I’ve been to the Museum of London before but, because of the circumstances, never got to look around any of the exhibits. As I remember it, the evening revolved around drinking wine of both colours, watching Stewart Lee analyse the cover of Franklyn Ajaye’s 1974 comedy album, ‘I’m A Comedian, Seriously’, then retiring to the rightly maligned and now-closed Slug and Lettuce. If you want to relive the dream, wine of both colours is available in many shops, the Stewart Lee sketch is on the Comedy Vehicle DVD and many other Slug and Lettuce pubs remain open for business. I don’t recommend getting as drunk as I did, though; the ugly lass from the Tube didn’t stop texting for days. Anyway, the point I’m making is that this doesn’t count as a visit. So I could do it as a Thing.
So, bed delivered, I went off to meet Ian (@iandeeley) and Nick in one of the City’s many fine Pret-a-Mangers. Then, after a short work down London Wall, the real fun began: there’s an escalator up to the museum. From street level! An escalator! That goes from the pavement! It was just like the inclined travelator episode all over again. Up we went. Up to the middle of a building site. Turns out they’re having work done, although those with a penchant for builders’ hoardings and scaffolding will find it a complementary (and, much like the museum, complimentary) bit of fun.
Wordplay out of the way, we can safely move on to logistics. There’s a Benugo (Coke £1.10), locker room (£1), voluntary donation box (£3) and toilets (free) in reception — the same reception desk where free tickets for guided tours are available. We didn’t bother, but what did you expect? Maps (free) in a variety of European languages are available. After returning with leaflets entitled ‘Vous êtes ici’, it was suggested Nick’s well-meaning endeavour hadn’t quite come off.
It’s an odd place once you’re in. None of the galleries feel the same — or even broadly similar. There’s a curious mashup of artefacts, mock scenes, dioramas, video shows, interactive displays and artwork. It’s probably fair to say that not all of it will appeal, especially if row after row of cripplingly dull and irritatingly similar hunting spears don’t rev your engine. They’re in the London Before London section of the museum, by the way. That’s where, perched just next to the reconstruction of the Shepperton Woman, I saw Stewart Lee that time. London Before London is the first part of the museum you come to and, should you wish, you can learn about the Thames (fact: it used to start in Wales and contribute to the Danube), look at animal skulls (including that of an aurochs) and look at row after row of cripplingly dull and irritatingly similar hunting spears.
Things get better as you move on (unless you’re a fan of ancient hunting tools, in which case the experience has peaked and you should leave). The Roman London exhibit is based around a couple of mock living environments (one of which housed another, lesser, comic) replete with tiled surfaces. There’s also a diorama of a typical Roman-era street scene. I took an arty (well, f/1.8) photo of it:
Continuing on through Medieval London, where 1150 years of history is condensed into a similar number of square feet, things very much remain at the ‘stuff to look at’ stage (including a pewter knight and some ‘fashionable shoes’, c.late 1300s) – although there is a dressing up box one can play with. Not that we did, of course. And, even though the opportunity was there, nobody pointed and sniggered at the displayed codpiece.

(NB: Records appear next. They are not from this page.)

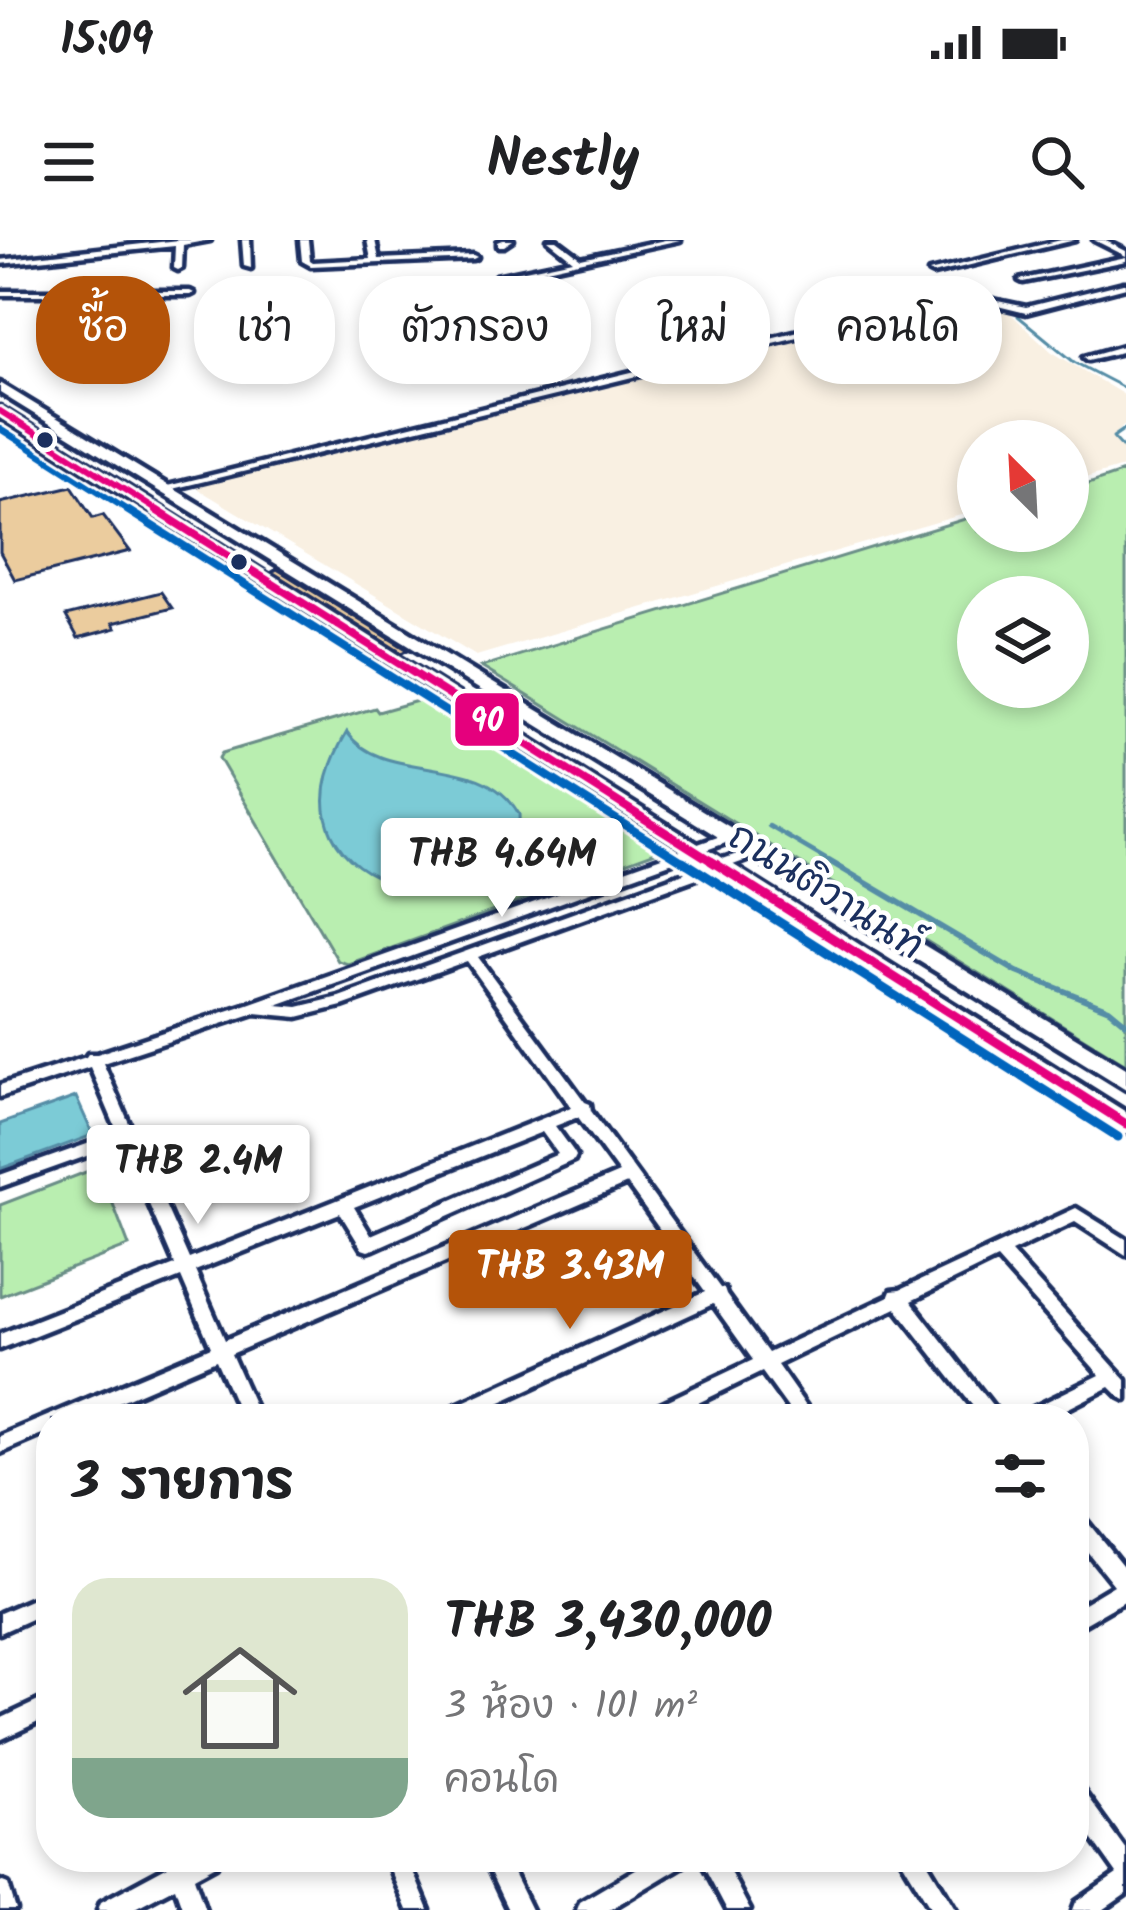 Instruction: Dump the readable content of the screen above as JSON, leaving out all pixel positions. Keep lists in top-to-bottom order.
{
  "streets": {
    "main road": ["ถนนติวานนท์"]
  },
  "lines": ["transit line 90"],
  "north": "top left",
  "page": {
    "status": "15:09",
    "header": "Nestly",
    "chip": [
      "ซื้อ",
      "เช่า",
      "ตัวกรอง",
      "ใหม่",
      "คอนโด"
    ],
    "price": ["THB 4.64M", "THB 2.4M", "THB 3.43M"],
    "heading": "3 รายการ",
    "list": [
      {
        "name": "THB 3,430,000",
        "note": "3 ห้อง · 101 m² · คอนโด"
      }
    ]
  }
}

Things start warming up once you turn the next corner, though. WAR! FIRE! PLAGUE! Twenty five years of pure historical action, climaxing in a double whammy of pestilence and ruination. For those whose dressing up appetite was whetted in the Medieval era, there’s a couple of fireman’s helmets to try on — one modern, one decidedly more seventeenth century. Those with excessively styled hair can opt to watch moving pictures in one of the two mini-cinemas instead. One shows a film on the plague (standing only, although lightweight folding stools are available to take around) and the other rolls on the fire. At this stage, about an hour in, the talkies provide a welcome opportunity to set the brain to neutral for a bit.
The journey to the present day continues after a flight of stairs.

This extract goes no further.